Katie Herzog, a reporter with The Stranger specializing in contrarian takes capriciously piercing Seattle’s liberal bubble, paid her respects by savaging Warren for daring to care about this issue.
“For a moment, this tweet reminded me of someone suffering from memory issues,” Herzog wrote. “Perhaps she forgot the word ‘accident’ and her brain settled on ‘violence’ instead. But, it turns out, that the term ‘traffic violence’ was not made up by whoever or whatever runs the candidate’s Twitter.”
More than 40,000 people died in crashes on American roads last year for the third straight year. Herzog didn’t mention that. And increasingly it is people outside cars who are paying the price; pedestrian deaths are climbing at the fastest rate. Road deaths outnumber gun deaths, and that’s including suicides, which make up the majority of gun deaths. Herzog hasn’t written a think piece about how gun violence is wimpy liberal snowflake language to my knowledge.
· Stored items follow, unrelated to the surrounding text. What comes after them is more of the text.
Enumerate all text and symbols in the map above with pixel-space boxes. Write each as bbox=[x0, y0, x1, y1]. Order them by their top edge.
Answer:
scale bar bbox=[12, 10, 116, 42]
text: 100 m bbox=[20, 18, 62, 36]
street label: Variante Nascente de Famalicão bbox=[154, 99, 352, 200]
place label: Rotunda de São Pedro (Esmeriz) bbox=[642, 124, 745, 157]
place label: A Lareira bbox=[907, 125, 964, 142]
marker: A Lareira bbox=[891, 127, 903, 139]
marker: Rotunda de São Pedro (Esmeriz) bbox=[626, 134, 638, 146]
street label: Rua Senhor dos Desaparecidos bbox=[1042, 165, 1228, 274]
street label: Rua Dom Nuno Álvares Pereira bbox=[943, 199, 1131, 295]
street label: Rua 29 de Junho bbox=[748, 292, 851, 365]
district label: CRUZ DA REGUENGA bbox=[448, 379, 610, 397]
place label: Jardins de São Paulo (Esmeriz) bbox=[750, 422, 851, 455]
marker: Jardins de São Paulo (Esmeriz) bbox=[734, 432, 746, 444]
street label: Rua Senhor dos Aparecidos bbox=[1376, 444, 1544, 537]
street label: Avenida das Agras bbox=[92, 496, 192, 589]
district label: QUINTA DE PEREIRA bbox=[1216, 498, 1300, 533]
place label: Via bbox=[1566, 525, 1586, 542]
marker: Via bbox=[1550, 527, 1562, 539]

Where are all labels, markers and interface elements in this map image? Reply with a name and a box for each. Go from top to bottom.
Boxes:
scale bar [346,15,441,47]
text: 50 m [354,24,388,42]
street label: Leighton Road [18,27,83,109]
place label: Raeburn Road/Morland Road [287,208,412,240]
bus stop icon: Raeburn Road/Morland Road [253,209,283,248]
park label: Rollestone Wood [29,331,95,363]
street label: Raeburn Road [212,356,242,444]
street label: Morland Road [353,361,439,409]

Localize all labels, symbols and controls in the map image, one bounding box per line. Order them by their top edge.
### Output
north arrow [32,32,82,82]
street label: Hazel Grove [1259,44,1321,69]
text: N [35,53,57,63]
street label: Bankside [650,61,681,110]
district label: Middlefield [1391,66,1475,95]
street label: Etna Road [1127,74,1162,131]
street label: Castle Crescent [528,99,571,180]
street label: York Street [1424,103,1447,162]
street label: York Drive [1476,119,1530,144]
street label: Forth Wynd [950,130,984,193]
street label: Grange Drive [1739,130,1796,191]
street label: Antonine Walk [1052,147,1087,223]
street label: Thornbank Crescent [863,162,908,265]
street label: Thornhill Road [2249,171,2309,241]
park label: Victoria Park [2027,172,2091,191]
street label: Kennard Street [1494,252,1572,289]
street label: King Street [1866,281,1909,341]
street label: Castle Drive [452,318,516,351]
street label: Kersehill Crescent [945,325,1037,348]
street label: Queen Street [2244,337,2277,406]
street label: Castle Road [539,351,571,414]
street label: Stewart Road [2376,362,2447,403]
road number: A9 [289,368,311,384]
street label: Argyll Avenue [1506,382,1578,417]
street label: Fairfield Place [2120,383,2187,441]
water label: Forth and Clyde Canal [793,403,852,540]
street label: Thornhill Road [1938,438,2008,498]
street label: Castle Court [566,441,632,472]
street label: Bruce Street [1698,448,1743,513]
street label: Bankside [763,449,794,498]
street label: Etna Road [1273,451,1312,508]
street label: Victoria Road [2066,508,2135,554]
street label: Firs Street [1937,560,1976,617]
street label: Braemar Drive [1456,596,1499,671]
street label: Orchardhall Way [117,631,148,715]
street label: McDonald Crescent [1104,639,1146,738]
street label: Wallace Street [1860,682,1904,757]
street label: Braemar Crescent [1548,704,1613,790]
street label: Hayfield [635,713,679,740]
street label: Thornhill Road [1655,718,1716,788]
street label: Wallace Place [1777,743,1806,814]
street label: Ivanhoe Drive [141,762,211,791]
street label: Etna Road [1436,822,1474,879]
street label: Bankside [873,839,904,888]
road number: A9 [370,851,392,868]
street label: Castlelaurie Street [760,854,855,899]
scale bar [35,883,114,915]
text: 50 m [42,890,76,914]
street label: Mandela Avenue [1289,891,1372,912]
“Apparently there’s been an effort to rebrand car accidents as ‘traffic violence’ going back at least a few years,” she added, before giving us a brief book report on safety advocacy. Herzog’s brief tourist trip into safety advocacy led her to advocates like Tom Fucoloro of Seattle Bike Blog and Angie Schmitt, who is writing a book on the pedestrian safety crisis.
Schmitt came to town in October and previewed her book for Seattle safe streets advocates. Bear in mind Herzog’s foray into road safety didn’t get this deep, but high among Schmitt’s suggestions to lower road deaths was for the federal government to embrace Vision Zero (as pledges to eliminate road deaths by a certain year are called) and make it a top priority. This model bore fruit in France, and Sen. Warren’s tweet suggests she is open to something like that–and she is currently polling second behind former Vice President Joe Biden for the Democratic presidential nomination. It’s OK that advocates are excited about this, and personally I think it will help a presidential candidate more than hurt her to lead on this issue.